A quick reader on why military intervention in Syria is a big mistake–and what we should be advocating instead.
Since Syria has not attacked the United States and the UN Security Council hasn’t authorized any international military action, a U.S. strike on Syria would be unambiguously illegal under international law. But that’s not the only good reason not to attack Syria. There are many. (Photo: Adolfo Lujan / Flickr)
Some progressives remain conflicted about how the United States should respond to Syria’s increasingly violent civil war. This internal division has only deepened as the Obama administration considers launching a military strike on Bashar al-Assad for an alleged chemical attack by regime forces on civilians last month.
Many progressives are rightly skeptical about involving the United States in yet another war in the Middle East, but others are increasingly convinced that only a U.S.-led military strike can check Assad’s well-documented brutality.
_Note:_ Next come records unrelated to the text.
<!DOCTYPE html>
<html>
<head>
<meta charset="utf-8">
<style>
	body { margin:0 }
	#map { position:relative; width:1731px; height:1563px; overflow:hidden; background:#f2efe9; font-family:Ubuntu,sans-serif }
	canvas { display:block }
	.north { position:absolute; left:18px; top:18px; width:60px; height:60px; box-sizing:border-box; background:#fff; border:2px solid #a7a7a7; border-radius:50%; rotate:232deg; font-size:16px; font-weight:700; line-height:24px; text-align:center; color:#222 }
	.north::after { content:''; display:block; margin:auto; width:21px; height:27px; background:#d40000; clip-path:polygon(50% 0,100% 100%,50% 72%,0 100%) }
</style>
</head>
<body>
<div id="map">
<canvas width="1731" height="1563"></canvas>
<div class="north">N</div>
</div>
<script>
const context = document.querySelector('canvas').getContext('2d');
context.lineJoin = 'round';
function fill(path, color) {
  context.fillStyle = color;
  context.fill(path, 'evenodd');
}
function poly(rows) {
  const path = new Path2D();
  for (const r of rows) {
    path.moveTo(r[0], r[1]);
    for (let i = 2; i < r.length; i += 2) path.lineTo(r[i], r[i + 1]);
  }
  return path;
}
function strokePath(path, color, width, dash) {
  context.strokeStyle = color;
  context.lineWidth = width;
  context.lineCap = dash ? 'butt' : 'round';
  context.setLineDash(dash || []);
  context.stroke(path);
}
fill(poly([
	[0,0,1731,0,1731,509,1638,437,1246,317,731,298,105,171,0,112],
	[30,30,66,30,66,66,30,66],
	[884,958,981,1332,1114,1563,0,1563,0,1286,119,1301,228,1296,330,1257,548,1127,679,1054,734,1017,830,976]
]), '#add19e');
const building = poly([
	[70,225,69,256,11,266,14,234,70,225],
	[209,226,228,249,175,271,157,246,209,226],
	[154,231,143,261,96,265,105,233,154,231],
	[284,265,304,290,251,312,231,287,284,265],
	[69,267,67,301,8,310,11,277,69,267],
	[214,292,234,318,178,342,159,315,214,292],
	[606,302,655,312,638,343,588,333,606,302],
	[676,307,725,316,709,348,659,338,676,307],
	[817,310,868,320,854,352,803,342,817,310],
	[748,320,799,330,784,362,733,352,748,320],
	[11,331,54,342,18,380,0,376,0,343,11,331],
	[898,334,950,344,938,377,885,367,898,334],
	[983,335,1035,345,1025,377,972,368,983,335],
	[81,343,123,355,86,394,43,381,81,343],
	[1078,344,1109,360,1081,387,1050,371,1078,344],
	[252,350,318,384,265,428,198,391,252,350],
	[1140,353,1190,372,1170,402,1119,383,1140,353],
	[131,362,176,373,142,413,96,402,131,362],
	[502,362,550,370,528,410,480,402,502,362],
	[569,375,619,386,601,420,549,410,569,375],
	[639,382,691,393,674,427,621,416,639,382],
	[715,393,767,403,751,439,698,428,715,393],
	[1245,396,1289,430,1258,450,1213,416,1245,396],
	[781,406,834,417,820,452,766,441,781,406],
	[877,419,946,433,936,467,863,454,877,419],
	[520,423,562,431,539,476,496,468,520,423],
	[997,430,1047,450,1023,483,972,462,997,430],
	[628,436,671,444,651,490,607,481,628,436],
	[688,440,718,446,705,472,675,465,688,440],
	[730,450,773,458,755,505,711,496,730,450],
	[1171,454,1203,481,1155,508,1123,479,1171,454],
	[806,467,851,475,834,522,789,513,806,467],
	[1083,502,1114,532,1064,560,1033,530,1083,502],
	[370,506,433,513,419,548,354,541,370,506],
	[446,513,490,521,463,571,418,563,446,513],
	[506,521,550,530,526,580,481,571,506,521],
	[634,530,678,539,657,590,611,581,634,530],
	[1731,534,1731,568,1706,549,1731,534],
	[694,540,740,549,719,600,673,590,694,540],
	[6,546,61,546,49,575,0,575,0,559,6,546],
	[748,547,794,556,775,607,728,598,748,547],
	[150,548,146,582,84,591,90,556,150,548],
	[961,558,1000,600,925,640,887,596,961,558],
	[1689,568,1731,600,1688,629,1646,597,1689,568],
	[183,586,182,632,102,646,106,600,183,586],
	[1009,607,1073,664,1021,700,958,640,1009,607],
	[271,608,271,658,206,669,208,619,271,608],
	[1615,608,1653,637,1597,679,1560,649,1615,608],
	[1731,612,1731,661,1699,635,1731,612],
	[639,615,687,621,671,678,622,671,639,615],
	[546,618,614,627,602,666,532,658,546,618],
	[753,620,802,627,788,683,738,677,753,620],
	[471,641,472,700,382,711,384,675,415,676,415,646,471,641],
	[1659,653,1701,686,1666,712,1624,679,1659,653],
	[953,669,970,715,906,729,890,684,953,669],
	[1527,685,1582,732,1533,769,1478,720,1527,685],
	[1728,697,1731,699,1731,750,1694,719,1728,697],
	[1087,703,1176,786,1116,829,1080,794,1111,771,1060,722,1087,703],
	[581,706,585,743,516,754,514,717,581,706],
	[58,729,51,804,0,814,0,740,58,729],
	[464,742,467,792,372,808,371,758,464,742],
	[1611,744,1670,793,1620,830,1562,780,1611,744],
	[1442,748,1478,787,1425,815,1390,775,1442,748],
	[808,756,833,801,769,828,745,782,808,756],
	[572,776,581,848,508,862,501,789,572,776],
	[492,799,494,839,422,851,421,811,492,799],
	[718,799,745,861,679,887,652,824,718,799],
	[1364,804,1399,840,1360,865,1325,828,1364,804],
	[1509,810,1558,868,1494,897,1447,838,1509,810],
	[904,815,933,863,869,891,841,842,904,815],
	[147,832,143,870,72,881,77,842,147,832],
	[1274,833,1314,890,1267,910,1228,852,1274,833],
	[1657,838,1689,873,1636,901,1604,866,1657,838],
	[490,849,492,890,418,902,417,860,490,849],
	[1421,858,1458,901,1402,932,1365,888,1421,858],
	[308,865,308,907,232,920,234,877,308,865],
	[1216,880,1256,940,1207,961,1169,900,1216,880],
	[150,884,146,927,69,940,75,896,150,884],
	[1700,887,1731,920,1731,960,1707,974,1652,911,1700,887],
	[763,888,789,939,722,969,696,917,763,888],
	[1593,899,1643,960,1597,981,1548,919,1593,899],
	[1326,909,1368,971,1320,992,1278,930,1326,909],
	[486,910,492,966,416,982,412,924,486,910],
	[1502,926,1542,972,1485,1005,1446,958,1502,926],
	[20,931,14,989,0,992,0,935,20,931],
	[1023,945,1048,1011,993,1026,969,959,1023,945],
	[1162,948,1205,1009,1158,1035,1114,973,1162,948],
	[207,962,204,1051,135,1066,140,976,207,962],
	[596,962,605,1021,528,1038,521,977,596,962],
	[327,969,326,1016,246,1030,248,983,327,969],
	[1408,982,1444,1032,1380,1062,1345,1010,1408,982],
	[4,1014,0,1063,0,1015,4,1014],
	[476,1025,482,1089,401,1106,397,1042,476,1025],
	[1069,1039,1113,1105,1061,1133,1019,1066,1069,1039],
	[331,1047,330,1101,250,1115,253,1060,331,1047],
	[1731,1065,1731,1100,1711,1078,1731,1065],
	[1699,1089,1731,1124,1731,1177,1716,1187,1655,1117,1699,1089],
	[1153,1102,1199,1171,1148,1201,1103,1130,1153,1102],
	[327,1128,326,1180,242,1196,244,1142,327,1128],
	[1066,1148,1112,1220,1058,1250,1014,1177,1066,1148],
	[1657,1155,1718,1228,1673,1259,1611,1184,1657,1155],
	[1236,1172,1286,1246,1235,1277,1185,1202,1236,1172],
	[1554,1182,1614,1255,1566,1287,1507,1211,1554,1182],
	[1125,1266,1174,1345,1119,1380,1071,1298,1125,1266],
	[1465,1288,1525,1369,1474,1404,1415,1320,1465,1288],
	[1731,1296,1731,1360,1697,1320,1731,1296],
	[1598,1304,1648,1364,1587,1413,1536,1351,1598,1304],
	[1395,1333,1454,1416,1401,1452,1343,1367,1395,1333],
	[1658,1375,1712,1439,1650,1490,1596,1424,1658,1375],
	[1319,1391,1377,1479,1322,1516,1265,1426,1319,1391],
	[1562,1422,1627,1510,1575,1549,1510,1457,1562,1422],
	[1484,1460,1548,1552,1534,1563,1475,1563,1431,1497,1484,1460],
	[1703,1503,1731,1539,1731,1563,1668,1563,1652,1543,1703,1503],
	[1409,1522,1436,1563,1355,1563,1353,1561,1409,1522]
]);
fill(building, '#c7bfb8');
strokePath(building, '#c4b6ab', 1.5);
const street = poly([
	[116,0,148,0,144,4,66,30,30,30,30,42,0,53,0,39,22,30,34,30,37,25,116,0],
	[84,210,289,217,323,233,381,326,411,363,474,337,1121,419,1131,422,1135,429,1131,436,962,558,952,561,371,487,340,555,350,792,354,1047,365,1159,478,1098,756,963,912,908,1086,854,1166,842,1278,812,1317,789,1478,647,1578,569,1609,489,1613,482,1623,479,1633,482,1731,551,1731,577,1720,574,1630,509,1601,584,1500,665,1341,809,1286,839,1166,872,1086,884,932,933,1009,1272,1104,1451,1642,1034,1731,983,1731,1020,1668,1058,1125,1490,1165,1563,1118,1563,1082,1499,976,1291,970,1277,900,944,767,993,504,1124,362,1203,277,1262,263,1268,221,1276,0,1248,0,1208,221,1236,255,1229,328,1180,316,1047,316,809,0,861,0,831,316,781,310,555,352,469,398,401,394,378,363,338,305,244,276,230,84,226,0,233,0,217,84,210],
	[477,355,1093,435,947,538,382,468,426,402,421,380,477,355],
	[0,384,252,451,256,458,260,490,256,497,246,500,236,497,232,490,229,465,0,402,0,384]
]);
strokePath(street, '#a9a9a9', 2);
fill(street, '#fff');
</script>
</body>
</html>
In recent weeks, many leading progressive commentators, members of Congress, and ordinary citizens have reluctantly come to this conclusion.
But it’s a mistaken one. However well intentioned this effort may be, there’s no evidence to suggest that the “quick and surgical” strikes proposed by the Obama administration will meaningfully change Assad’s behavior. But there’s ample reason to conclude that they could make things much worse.
For progressives who are on the fence about this issue, here’s a quick reader on why military intervention is a mistake and what we should be advocating instead.
We can’t escalate this war.
Let’s start with something I hope we can agree on: we really, really don’t want to escalate this war.